Толик Липкин закончил почему-то институт физической культуры, выбрал его, посмотрев по телику футбол. В советское время зачем-то преподавал физкультуру в школе. Там завел опасный роман с пятнадцатилетней и надо же, девочка на его уроке сорвалась с гимнастических брусьев, из школьного зала увезли в реанимацию. Толя клялся в суде – был у пятнадцатилетней не первым, никаких развратных действий, и это правда. Но прокурор приберег козырь: в школе украдены два числившихся за Толей фотоаппарата. Он отсидел два года и вышел из тюрьмы «Браса» в новый мир полиции, частной торговли, бесчисленных меняльных контор и ларьков. Они предлагали цветные жидкости, похожие на яд. Еще в советское время дом, где жил Толя, поставили на капитальный ремонт, сейчас он ничей без дверей и окон. Толя забомжевал. Озолотился, случайно забравшись в брошенный госпитальный корабль, он стал его трофеем. Продал бормашину и зубоврачебное кресло, затем гинекологическое. За продукты помогал матрос с подлодки Иван. Разобрать и вытащить рентгеноаппарат они не смогли, Толик продал стерилизаторы и скальпели.

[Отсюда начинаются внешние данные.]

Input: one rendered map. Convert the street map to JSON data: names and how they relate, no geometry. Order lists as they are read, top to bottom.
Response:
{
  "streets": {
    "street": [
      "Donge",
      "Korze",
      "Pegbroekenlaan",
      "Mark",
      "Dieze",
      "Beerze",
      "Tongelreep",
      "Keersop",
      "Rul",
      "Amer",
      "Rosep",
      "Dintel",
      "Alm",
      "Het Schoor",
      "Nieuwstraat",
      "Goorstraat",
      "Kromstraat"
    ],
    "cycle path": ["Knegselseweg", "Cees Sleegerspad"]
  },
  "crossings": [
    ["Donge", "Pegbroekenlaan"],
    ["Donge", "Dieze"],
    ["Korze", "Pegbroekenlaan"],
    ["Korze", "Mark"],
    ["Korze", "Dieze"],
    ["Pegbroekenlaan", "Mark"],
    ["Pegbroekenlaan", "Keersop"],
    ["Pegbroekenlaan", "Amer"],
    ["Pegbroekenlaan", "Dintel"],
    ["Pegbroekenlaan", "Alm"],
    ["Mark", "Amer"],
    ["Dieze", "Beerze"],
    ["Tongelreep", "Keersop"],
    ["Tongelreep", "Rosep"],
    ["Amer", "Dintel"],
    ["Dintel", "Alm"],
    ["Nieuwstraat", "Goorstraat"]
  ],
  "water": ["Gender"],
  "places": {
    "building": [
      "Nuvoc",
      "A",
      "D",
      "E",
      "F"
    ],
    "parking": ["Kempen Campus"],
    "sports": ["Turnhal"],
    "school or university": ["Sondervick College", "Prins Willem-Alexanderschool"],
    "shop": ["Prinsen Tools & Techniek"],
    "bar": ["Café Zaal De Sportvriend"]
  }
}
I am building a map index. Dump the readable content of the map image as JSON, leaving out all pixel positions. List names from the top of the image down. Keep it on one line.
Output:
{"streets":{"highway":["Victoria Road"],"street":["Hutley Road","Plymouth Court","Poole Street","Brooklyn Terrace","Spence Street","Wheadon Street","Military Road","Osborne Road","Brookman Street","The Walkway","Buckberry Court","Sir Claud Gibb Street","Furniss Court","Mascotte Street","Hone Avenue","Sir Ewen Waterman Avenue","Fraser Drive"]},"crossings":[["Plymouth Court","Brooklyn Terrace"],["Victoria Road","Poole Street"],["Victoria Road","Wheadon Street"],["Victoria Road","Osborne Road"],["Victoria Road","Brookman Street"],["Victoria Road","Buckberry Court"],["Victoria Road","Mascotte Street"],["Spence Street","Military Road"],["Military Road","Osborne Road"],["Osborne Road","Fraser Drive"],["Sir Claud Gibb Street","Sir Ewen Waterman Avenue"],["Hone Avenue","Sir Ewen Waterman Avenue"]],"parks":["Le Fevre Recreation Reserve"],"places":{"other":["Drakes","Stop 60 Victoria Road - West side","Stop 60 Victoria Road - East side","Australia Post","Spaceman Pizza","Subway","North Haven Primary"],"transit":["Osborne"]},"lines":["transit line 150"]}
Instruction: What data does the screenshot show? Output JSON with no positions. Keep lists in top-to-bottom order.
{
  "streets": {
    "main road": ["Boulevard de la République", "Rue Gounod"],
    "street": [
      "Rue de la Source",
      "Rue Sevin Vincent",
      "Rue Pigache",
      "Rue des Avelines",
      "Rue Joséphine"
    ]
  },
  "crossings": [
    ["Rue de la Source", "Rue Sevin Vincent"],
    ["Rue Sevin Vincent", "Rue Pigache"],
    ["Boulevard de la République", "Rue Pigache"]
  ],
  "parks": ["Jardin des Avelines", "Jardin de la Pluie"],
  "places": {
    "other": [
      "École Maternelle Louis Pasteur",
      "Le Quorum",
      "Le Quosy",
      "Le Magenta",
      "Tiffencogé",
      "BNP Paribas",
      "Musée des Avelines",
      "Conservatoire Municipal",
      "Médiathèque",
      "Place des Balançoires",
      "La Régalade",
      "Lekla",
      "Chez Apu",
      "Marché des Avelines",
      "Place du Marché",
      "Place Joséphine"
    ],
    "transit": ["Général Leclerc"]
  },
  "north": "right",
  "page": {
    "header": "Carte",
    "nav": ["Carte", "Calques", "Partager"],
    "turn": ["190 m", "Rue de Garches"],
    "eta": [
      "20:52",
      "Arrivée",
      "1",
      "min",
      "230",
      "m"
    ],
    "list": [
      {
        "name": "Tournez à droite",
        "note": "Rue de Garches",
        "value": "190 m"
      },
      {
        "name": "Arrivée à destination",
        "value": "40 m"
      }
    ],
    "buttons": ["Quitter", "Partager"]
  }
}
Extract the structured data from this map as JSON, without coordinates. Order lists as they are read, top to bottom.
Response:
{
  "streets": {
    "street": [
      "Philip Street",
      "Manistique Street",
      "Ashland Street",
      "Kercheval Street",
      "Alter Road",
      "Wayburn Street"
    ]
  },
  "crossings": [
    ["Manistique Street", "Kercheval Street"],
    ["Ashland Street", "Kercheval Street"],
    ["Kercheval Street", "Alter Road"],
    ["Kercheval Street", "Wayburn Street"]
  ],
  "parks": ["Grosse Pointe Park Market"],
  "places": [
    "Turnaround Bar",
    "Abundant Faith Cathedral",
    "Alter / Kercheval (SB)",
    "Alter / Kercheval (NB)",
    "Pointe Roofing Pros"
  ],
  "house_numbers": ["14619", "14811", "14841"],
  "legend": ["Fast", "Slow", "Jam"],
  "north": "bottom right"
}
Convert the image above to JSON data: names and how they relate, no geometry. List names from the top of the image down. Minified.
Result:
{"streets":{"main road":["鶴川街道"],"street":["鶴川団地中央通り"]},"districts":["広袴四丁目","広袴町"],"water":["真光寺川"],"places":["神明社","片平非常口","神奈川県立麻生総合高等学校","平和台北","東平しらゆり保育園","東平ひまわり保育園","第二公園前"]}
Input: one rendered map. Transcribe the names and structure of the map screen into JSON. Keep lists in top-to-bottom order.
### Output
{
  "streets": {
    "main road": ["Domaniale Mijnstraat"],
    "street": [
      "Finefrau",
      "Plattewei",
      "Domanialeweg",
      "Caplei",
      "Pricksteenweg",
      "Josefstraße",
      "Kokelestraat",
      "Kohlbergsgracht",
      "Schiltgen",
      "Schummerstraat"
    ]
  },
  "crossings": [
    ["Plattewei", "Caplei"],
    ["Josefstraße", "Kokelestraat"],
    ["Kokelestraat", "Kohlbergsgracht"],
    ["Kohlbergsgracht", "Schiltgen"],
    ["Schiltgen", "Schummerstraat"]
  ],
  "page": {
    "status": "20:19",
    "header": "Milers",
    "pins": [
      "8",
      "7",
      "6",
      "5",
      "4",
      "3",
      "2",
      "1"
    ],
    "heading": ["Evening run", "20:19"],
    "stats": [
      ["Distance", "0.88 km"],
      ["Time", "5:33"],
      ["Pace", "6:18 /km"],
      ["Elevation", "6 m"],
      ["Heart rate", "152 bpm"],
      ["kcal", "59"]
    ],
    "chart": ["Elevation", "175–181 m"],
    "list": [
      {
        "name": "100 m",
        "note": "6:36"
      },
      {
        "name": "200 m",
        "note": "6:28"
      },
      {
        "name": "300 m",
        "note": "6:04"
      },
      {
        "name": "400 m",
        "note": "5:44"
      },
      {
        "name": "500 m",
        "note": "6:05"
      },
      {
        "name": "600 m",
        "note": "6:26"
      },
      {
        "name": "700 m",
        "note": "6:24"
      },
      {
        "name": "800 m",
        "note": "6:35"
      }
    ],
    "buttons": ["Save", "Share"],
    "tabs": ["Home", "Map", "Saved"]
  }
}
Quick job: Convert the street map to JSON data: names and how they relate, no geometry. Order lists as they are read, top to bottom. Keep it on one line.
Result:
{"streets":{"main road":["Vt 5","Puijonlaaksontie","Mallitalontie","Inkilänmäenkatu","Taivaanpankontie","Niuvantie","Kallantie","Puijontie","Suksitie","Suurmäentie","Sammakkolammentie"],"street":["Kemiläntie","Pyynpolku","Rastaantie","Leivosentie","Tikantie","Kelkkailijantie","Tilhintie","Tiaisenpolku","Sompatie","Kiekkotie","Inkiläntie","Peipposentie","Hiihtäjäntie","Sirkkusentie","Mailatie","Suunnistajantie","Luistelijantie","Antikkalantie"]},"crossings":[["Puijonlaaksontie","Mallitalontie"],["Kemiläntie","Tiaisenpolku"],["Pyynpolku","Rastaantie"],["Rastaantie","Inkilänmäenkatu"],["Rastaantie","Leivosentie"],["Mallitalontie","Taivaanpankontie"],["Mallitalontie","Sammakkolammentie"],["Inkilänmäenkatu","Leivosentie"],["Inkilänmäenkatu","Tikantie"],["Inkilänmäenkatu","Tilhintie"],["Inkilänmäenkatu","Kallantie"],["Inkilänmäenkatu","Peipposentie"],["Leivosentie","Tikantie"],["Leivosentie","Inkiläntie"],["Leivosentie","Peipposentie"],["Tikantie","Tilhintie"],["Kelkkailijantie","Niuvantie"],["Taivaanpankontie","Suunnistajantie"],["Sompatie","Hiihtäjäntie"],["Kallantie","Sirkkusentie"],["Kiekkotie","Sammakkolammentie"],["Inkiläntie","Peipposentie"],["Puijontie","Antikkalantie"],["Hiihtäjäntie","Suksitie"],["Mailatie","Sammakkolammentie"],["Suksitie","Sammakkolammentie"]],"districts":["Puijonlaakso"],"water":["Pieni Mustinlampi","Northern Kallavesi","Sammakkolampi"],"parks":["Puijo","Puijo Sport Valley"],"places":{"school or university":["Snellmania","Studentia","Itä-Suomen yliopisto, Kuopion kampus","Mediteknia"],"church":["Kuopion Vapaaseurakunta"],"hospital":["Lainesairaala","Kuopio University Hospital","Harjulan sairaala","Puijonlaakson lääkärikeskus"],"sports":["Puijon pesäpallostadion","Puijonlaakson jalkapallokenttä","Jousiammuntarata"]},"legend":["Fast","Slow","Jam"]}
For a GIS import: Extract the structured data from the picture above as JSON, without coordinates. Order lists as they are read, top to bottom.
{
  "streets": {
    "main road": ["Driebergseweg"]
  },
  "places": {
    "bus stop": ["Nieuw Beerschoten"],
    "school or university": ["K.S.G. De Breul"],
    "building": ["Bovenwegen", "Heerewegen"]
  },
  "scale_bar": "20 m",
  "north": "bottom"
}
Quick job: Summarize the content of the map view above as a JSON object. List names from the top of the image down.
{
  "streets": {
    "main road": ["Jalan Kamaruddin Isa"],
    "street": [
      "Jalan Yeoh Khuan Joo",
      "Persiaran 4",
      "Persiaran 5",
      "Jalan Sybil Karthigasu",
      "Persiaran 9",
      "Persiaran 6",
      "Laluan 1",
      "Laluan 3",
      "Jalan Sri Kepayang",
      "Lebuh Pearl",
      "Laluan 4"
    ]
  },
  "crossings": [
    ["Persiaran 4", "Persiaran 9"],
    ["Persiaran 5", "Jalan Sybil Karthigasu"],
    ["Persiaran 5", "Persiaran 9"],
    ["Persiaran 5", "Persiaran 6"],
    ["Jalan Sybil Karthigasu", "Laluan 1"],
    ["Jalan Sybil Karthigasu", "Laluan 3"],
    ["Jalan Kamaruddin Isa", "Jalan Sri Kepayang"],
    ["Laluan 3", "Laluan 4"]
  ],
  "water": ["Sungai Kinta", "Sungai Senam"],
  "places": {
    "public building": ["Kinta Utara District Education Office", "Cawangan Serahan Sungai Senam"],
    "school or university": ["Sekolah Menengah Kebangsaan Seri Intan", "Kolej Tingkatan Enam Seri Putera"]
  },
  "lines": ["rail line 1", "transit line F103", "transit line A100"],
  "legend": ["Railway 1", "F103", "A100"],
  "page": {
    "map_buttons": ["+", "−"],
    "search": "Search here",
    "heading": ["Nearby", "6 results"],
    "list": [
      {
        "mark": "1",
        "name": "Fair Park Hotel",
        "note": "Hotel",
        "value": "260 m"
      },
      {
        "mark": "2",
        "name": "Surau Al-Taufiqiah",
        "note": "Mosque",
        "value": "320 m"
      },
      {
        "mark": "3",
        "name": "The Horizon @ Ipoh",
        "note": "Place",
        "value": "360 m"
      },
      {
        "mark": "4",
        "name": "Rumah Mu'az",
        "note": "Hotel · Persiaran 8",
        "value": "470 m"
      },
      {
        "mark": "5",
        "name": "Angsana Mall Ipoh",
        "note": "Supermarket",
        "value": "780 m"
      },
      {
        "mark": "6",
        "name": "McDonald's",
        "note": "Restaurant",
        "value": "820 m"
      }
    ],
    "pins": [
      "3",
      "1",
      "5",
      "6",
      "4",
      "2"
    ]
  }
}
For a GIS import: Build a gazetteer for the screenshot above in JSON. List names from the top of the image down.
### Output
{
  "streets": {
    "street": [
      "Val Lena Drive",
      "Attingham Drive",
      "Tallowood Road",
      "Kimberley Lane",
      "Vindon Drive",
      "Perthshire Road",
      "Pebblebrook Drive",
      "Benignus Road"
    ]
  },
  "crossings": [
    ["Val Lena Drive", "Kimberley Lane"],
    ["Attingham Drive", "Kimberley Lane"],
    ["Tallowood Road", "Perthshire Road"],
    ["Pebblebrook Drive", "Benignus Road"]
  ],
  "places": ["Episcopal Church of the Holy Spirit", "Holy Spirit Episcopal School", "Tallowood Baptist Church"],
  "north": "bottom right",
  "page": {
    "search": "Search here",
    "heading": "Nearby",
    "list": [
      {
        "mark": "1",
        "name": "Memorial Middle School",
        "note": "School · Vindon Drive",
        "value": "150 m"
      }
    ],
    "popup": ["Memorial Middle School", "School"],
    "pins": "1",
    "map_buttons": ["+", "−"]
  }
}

Борис пришел с бутылкой «столичной» и Толя захмелел. Показал отпечатанный на папиросной бумаге приговор суда, какие-то жалкие благодарности за внеклассную работу. Толя выпил еще и спьяну поцеловал руку командиру. Тот стерпел. Договорились, пока лодка не уйдет, Толя живет в госпитальном судне на всем готовом, но под замком. Толя дал слово. Слово не тетка, не вырубишь топором. Борис выложил деньги. Еще он охотился за морскими картами и лоциями, без того с места не двинуться.
– Ключ от штурманской комнаты?
– Типа три лата вход.
– Полтиничник ты, Толя. Дал десять латов.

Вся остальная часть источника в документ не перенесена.